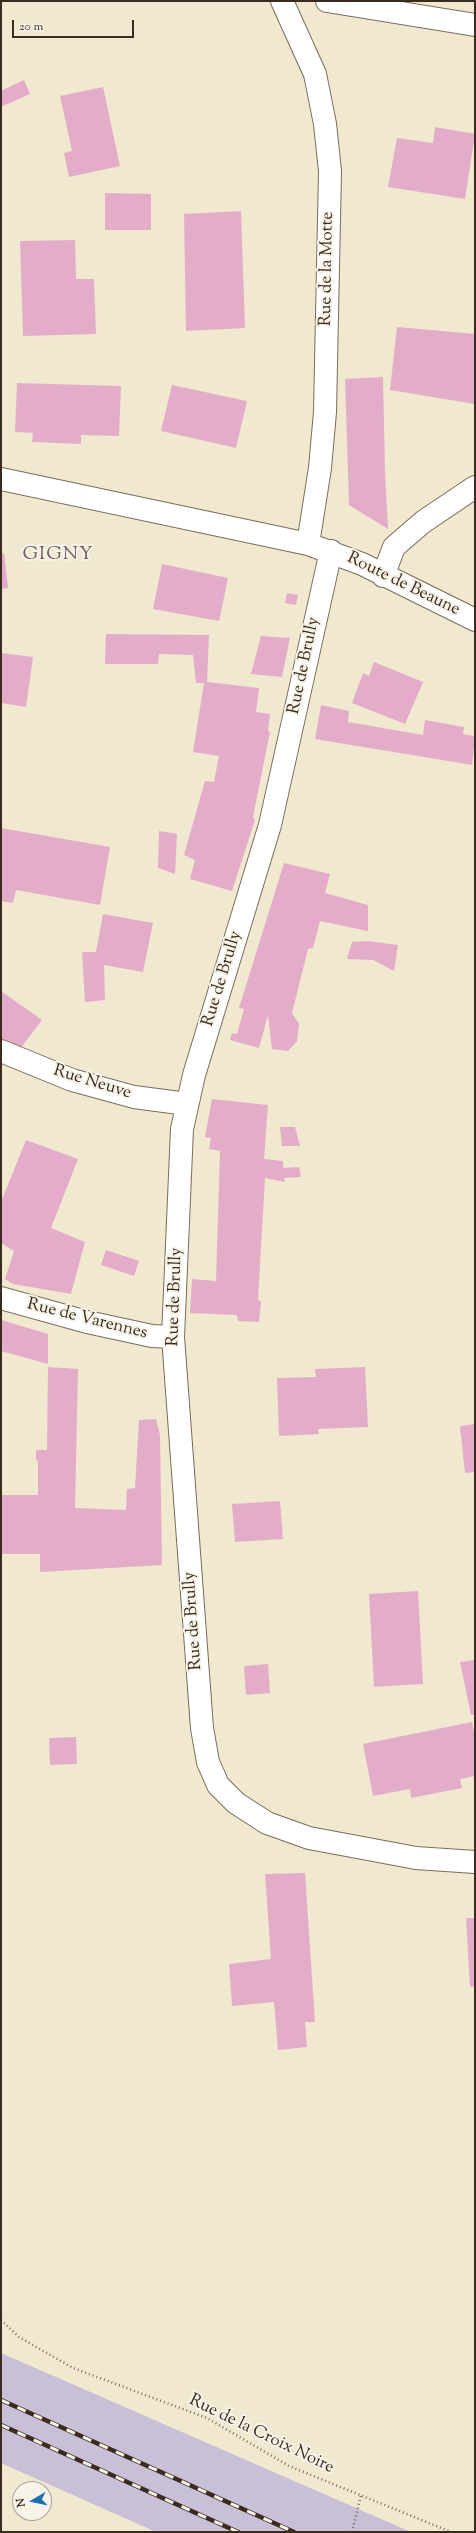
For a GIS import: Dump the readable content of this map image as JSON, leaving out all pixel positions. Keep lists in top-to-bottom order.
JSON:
{
  "streets": {
    "street": [
      "Rue de la Motte",
      "Route de Beaune",
      "Rue de Brully",
      "Rue Neuve",
      "Rue de Varennes"
    ],
    "path": ["Rue de la Croix Noire"]
  },
  "crossings": [
    ["Rue de la Motte", "Route de Beaune"],
    ["Route de Beaune", "Rue de Brully"],
    ["Rue de Brully", "Rue Neuve"],
    ["Rue de Brully", "Rue de Varennes"]
  ],
  "districts": ["GIGNY"],
  "scale_bar": "20 m",
  "north": "left"
}
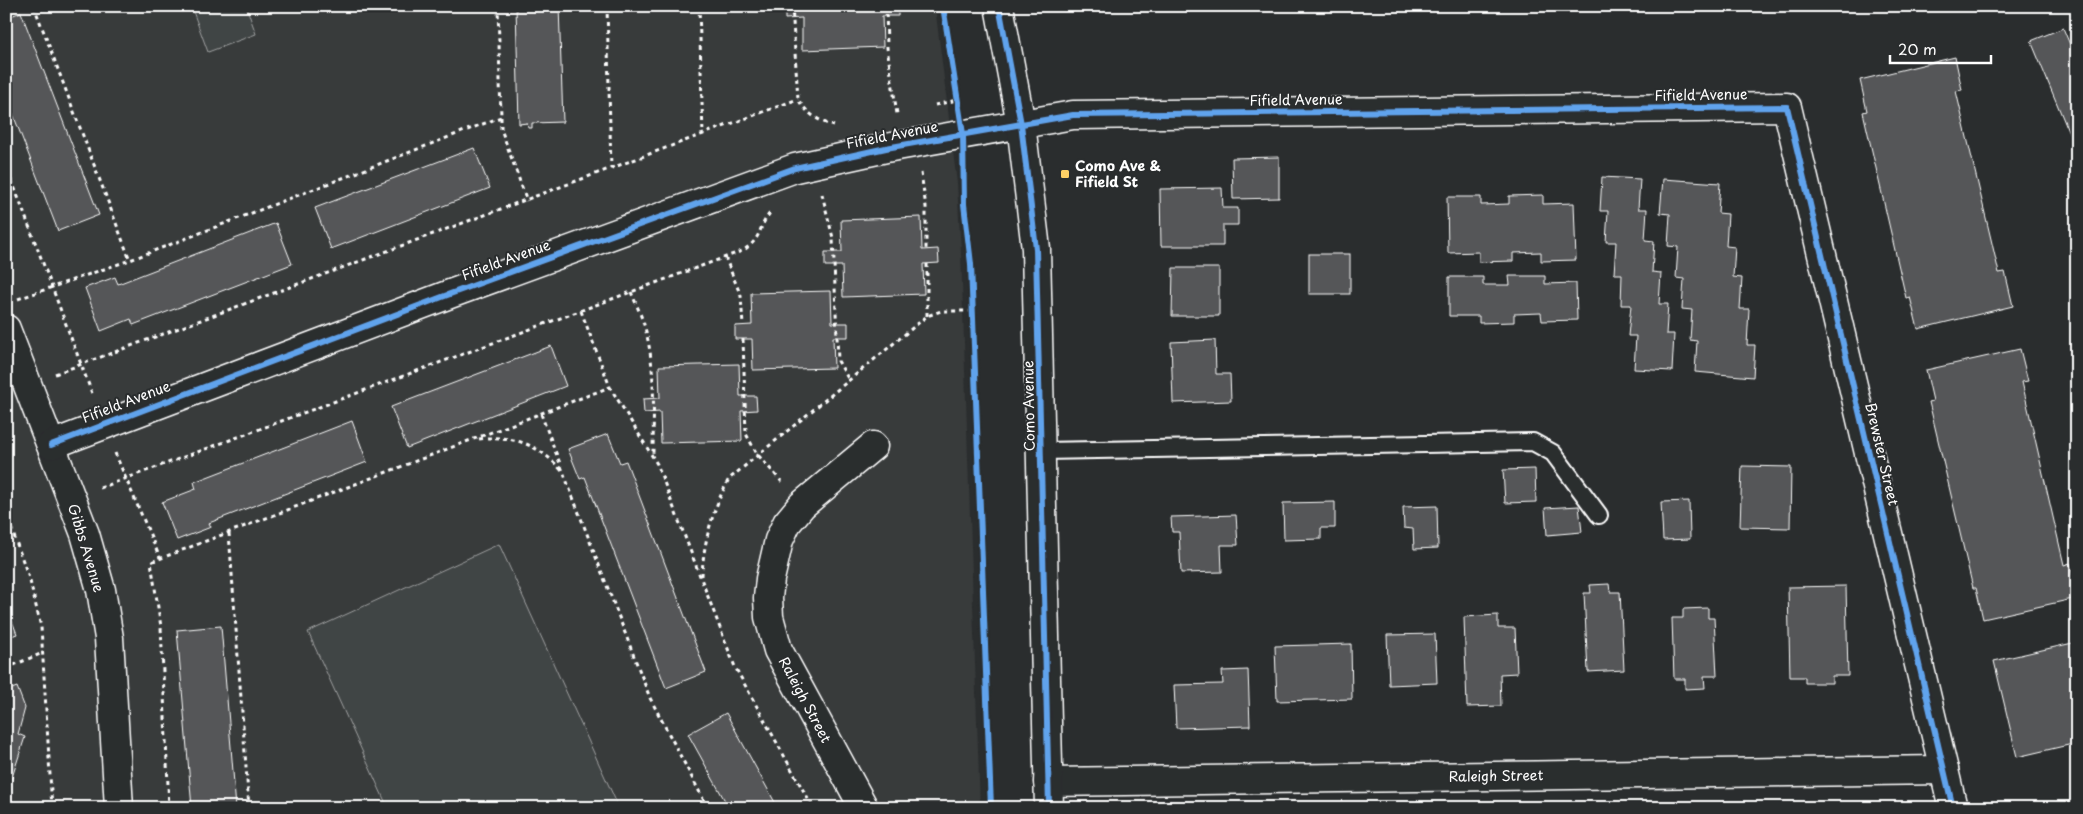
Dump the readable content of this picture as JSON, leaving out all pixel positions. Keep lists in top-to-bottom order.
{
  "streets": {
    "street": [
      "Fifield Avenue",
      "Como Avenue",
      "Brewster Street",
      "Gibbs Avenue",
      "Raleigh Street"
    ]
  },
  "crossings": [
    ["Fifield Avenue", "Como Avenue"],
    ["Fifield Avenue", "Brewster Street"],
    ["Fifield Avenue", "Gibbs Avenue"],
    ["Como Avenue", "Raleigh Street"],
    ["Brewster Street", "Raleigh Street"]
  ],
  "places": {
    "transit": ["Como Ave & Fifield St"]
  },
  "scale_bar": "20 m"
}
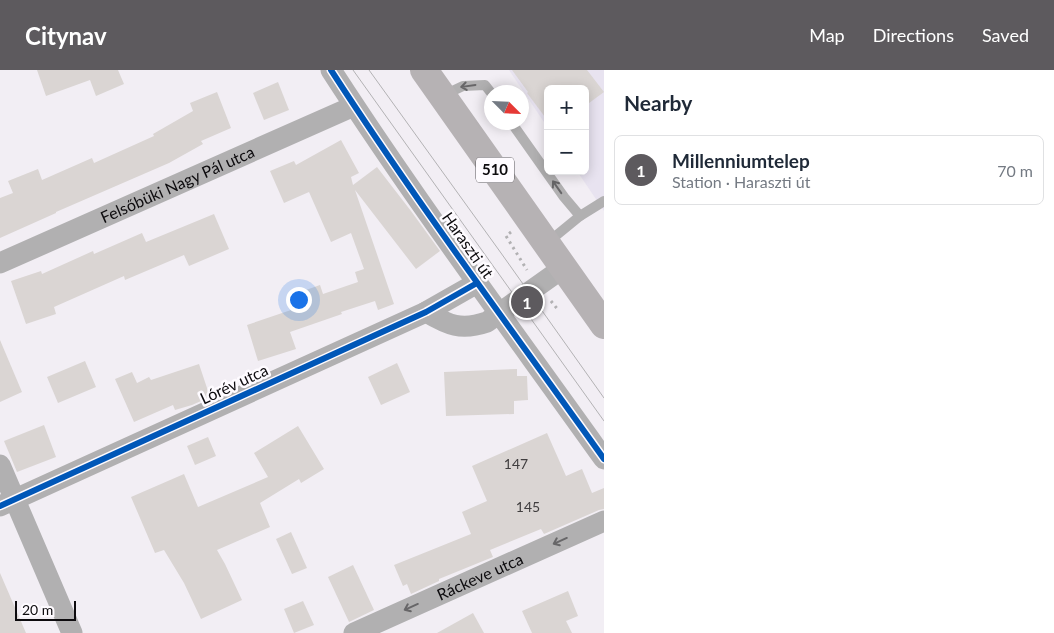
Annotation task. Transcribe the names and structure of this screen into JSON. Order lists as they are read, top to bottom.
{
  "streets": {
    "main road": ["510"],
    "street": [
      "Felsőbüki Nagy Pál utca",
      "Haraszti út",
      "Lórév utca",
      "Ráckeve utca"
    ]
  },
  "crossings": [
    ["Felsőbüki Nagy Pál utca", "Haraszti út"],
    ["Haraszti út", "Lórév utca"]
  ],
  "one_way": ["Ráckeve utca"],
  "house_numbers": ["147", "145"],
  "scale_bar": "20 m",
  "north": "bottom right",
  "page": {
    "header": "Citynav",
    "nav": ["Map", "Directions", "Saved"],
    "heading": "Nearby",
    "map_buttons": ["+", "−"],
    "list": [
      {
        "mark": "1",
        "name": "Millenniumtelep",
        "note": "Station · Haraszti út",
        "value": "70 m"
      }
    ],
    "pins": "1",
    "scale": "20 m"
  }
}
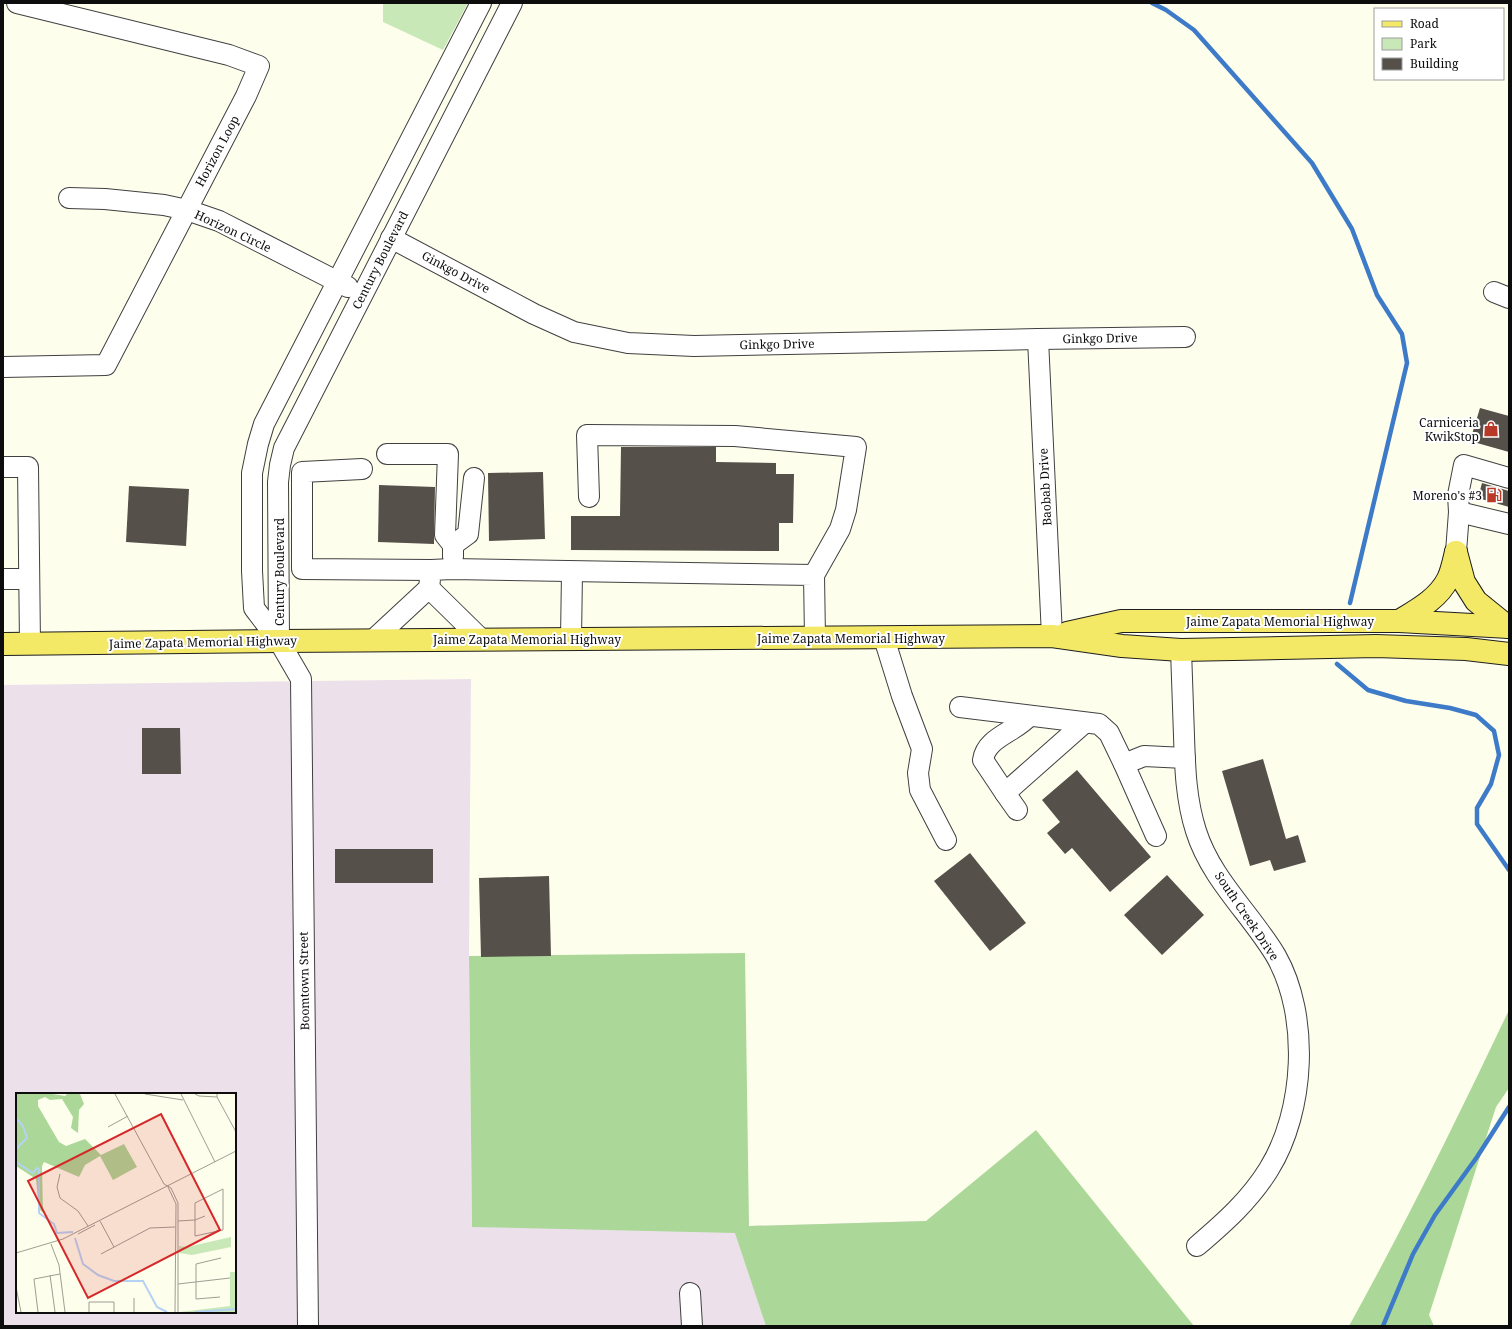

About this task: Give the records again without a single change, and exclude the pictures.

Answer section:
For a GIS import: Dump the readable content of this map image as JSON, leaving out all pixel positions. Keep lists in top-to-bottom order.
JSON:
{
  "streets": {
    "street": [
      "Rue de la Motte",
      "Route de Beaune",
      "Rue de Brully",
      "Rue Neuve",
      "Rue de Varennes"
    ],
    "path": ["Rue de la Croix Noire"]
  },
  "crossings": [
    ["Rue de la Motte", "Route de Beaune"],
    ["Route de Beaune", "Rue de Brully"],
    ["Rue de Brully", "Rue Neuve"],
    ["Rue de Brully", "Rue de Varennes"]
  ],
  "districts": ["GIGNY"],
  "scale_bar": "20 m",
  "north": "left"
}
Dump the readable content of this picture as JSON, leaving out all pixel positions. Keep lists in top-to-bottom order.
{
  "streets": {
    "street": [
      "Fifield Avenue",
      "Como Avenue",
      "Brewster Street",
      "Gibbs Avenue",
      "Raleigh Street"
    ]
  },
  "crossings": [
    ["Fifield Avenue", "Como Avenue"],
    ["Fifield Avenue", "Brewster Street"],
    ["Fifield Avenue", "Gibbs Avenue"],
    ["Como Avenue", "Raleigh Street"],
    ["Brewster Street", "Raleigh Street"]
  ],
  "places": {
    "transit": ["Como Ave & Fifield St"]
  },
  "scale_bar": "20 m"
}
Annotation task. Transcribe the names and structure of this screen into JSON. Order lists as they are read, top to bottom.
{
  "streets": {
    "main road": ["510"],
    "street": [
      "Felsőbüki Nagy Pál utca",
      "Haraszti út",
      "Lórév utca",
      "Ráckeve utca"
    ]
  },
  "crossings": [
    ["Felsőbüki Nagy Pál utca", "Haraszti út"],
    ["Haraszti út", "Lórév utca"]
  ],
  "one_way": ["Ráckeve utca"],
  "house_numbers": ["147", "145"],
  "scale_bar": "20 m",
  "north": "bottom right",
  "page": {
    "header": "Citynav",
    "nav": ["Map", "Directions", "Saved"],
    "heading": "Nearby",
    "map_buttons": ["+", "−"],
    "list": [
      {
        "mark": "1",
        "name": "Millenniumtelep",
        "note": "Station · Haraszti út",
        "value": "70 m"
      }
    ],
    "pins": "1",
    "scale": "20 m"
  }
}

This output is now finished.